Required action: In the entries below, find each line with the word "paint" and pull it out.

Extracted data:
· · · ·

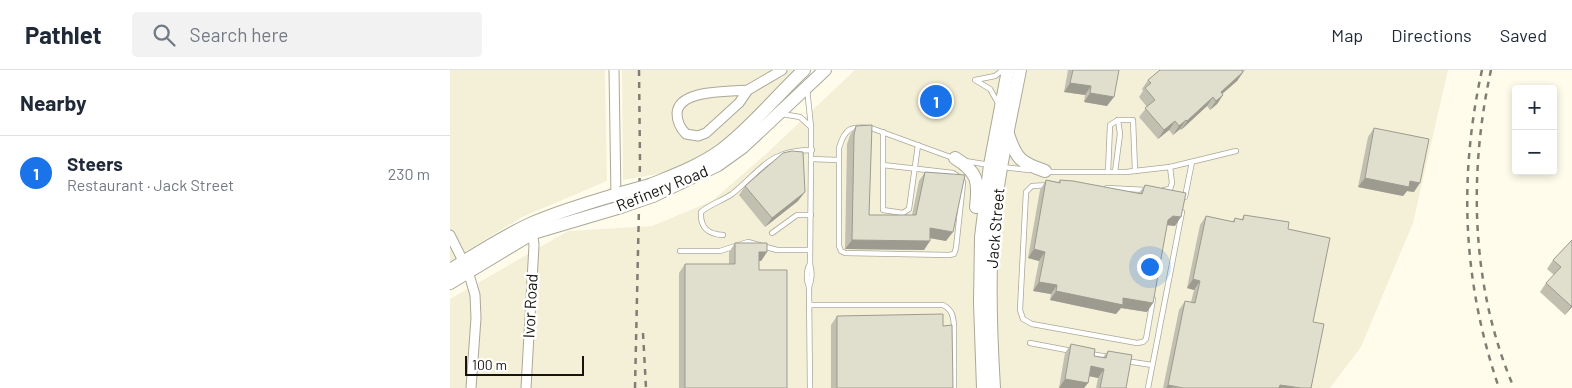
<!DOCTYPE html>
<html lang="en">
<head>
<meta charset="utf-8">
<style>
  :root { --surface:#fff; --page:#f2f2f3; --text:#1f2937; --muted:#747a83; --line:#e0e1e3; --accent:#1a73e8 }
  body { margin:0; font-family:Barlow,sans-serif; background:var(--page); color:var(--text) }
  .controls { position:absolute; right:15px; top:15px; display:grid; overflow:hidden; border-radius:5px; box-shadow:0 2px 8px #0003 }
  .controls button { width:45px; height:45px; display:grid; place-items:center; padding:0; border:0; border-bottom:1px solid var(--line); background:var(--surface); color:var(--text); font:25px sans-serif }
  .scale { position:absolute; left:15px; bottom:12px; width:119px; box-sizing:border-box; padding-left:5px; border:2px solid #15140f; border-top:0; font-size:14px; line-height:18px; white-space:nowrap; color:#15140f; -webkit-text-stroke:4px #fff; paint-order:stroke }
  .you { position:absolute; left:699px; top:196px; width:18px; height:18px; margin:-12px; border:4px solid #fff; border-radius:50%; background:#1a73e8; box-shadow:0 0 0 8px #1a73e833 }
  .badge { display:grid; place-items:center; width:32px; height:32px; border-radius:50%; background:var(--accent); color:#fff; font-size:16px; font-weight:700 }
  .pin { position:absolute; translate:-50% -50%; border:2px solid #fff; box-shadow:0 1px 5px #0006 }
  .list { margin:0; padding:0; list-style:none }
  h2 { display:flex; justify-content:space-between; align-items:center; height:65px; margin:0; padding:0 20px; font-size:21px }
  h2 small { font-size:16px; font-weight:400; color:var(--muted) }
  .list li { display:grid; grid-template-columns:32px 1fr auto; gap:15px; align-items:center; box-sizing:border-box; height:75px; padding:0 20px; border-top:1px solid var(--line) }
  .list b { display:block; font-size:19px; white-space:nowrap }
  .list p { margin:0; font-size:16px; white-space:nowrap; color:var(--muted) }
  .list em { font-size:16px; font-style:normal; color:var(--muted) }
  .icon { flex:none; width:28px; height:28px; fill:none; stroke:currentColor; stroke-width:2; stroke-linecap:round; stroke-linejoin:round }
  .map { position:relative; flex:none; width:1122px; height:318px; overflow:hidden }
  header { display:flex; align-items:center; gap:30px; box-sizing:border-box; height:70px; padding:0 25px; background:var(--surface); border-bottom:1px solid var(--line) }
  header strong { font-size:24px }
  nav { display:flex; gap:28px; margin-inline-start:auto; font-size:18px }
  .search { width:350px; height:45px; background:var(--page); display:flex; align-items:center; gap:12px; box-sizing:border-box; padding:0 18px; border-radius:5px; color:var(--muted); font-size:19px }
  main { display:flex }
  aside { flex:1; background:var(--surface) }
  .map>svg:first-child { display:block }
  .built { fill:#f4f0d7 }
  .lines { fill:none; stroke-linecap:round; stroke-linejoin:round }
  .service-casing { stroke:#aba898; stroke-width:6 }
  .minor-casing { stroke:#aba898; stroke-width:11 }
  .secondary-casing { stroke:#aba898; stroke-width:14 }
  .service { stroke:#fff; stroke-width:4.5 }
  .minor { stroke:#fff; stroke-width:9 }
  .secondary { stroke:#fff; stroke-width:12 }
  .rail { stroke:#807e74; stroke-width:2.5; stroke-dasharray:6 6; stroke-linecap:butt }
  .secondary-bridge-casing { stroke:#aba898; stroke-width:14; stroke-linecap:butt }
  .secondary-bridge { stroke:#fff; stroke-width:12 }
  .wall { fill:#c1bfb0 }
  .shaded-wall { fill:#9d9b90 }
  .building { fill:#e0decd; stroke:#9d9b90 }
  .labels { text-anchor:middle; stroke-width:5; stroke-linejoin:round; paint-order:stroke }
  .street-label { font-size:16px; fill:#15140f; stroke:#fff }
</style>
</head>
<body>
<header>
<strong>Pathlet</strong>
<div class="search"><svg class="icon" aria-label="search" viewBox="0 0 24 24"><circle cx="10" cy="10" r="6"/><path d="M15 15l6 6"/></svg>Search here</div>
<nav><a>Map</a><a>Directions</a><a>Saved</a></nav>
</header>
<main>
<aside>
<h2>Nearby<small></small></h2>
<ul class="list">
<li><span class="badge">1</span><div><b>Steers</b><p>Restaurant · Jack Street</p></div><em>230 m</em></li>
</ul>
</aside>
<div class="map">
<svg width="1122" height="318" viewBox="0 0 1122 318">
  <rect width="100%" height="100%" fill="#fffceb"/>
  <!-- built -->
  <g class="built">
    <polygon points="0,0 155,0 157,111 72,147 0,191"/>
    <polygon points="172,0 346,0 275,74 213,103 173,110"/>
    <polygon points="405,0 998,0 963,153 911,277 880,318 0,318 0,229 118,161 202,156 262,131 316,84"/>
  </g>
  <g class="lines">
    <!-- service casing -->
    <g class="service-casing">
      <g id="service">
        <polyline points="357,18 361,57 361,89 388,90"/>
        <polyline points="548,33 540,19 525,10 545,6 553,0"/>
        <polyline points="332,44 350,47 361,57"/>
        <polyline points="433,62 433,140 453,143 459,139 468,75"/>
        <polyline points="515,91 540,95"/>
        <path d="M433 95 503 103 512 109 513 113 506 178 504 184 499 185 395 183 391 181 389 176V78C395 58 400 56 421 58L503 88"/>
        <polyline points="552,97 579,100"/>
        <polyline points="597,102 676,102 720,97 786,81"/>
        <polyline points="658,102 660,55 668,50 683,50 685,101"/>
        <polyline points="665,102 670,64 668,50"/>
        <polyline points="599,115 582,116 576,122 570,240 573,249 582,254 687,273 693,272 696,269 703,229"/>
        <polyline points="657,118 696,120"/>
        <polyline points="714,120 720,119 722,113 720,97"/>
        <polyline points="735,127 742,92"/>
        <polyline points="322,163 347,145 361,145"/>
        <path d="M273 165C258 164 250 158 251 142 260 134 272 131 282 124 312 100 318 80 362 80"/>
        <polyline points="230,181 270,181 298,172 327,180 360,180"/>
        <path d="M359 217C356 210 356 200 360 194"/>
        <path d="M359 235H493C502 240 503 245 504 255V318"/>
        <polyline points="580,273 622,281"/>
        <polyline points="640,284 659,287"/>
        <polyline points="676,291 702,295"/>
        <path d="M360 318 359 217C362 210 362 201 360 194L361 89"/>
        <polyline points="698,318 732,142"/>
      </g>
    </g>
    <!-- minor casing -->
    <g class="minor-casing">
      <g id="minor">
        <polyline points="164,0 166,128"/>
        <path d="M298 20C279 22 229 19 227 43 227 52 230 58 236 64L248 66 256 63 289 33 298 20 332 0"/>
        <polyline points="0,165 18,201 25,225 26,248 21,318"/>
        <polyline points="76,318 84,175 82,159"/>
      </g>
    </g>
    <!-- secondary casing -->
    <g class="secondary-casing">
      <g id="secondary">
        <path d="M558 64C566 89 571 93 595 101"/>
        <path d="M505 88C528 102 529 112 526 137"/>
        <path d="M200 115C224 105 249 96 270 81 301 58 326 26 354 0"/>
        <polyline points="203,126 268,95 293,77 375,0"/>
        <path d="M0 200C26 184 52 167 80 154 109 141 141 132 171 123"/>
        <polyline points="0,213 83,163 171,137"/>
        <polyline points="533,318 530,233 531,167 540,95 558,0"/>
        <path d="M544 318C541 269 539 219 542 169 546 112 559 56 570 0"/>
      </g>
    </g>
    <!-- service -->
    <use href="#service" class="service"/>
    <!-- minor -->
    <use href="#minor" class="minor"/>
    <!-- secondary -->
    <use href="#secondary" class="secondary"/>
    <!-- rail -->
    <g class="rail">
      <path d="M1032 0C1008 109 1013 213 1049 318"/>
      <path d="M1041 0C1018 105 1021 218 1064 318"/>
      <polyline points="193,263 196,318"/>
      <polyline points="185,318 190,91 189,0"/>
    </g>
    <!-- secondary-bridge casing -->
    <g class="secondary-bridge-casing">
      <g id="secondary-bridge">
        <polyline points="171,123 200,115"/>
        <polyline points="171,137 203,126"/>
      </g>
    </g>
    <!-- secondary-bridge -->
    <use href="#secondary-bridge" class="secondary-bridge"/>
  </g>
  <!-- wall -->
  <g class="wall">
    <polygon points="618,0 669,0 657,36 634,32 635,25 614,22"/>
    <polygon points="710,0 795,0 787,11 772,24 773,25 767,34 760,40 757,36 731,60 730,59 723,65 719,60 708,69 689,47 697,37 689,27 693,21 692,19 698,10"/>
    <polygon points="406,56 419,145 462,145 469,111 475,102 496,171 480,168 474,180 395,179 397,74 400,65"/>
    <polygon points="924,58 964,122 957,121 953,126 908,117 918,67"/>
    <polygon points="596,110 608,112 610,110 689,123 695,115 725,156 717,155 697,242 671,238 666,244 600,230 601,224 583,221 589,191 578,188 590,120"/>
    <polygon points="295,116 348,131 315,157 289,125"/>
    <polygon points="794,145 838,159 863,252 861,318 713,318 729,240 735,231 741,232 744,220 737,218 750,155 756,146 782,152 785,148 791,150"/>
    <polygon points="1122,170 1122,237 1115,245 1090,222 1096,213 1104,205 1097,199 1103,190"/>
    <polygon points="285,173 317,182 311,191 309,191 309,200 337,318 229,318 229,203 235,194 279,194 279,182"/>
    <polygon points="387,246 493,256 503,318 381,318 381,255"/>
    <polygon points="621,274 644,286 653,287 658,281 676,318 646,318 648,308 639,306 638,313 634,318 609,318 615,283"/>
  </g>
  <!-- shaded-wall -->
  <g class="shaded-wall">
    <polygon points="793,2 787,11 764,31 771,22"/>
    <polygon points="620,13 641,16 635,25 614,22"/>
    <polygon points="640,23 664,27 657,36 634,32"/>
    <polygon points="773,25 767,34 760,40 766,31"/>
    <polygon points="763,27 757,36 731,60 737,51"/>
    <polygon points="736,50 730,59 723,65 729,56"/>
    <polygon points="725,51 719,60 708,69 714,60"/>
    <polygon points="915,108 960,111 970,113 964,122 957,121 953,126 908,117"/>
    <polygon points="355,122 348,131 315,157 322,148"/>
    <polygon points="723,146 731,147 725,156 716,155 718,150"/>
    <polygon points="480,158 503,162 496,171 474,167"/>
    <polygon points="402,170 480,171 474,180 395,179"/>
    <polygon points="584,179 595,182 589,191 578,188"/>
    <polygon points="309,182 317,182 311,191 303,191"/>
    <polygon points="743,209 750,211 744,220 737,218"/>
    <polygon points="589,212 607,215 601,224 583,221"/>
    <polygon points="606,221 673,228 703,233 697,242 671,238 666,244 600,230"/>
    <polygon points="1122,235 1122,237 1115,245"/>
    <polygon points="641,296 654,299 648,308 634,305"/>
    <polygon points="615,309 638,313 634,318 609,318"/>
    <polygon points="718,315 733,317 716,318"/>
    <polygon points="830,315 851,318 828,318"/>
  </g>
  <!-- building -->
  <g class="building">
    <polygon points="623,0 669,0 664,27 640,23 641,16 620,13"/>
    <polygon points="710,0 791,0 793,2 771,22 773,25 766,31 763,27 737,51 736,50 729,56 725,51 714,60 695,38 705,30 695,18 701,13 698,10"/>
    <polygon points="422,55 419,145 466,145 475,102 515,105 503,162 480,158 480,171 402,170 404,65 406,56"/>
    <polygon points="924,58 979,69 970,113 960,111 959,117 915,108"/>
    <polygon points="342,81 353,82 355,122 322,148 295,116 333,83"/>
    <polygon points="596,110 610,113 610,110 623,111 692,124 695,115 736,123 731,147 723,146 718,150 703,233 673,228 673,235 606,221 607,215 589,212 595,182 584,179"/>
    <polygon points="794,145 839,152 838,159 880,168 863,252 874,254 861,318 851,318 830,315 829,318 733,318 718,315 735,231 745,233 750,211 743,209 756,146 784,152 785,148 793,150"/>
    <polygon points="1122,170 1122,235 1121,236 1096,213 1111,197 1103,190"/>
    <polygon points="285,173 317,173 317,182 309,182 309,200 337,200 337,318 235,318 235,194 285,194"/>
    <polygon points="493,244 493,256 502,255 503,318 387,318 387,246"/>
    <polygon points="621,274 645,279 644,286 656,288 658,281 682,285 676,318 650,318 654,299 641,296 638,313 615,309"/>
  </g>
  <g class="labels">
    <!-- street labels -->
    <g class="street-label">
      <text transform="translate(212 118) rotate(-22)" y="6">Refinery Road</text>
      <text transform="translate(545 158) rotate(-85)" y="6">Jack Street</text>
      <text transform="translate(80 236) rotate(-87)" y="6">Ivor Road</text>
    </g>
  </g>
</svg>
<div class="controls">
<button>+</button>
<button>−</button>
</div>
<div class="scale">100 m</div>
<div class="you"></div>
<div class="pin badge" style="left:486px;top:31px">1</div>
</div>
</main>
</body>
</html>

· · · ·

Answer to this task:
  .scale { position:absolute; left:15px; bottom:12px; width:119px; box-sizing:border-box; padding-left:5px; border:2px solid #15140f; border-top:0; font-size:14px; line-height:18px; white-space:nowrap; color:#15140f; -webkit-text-stroke:4px #fff; paint-order:stroke }
  .labels { text-anchor:middle; stroke-width:5; stroke-linejoin:round; paint-order:stroke }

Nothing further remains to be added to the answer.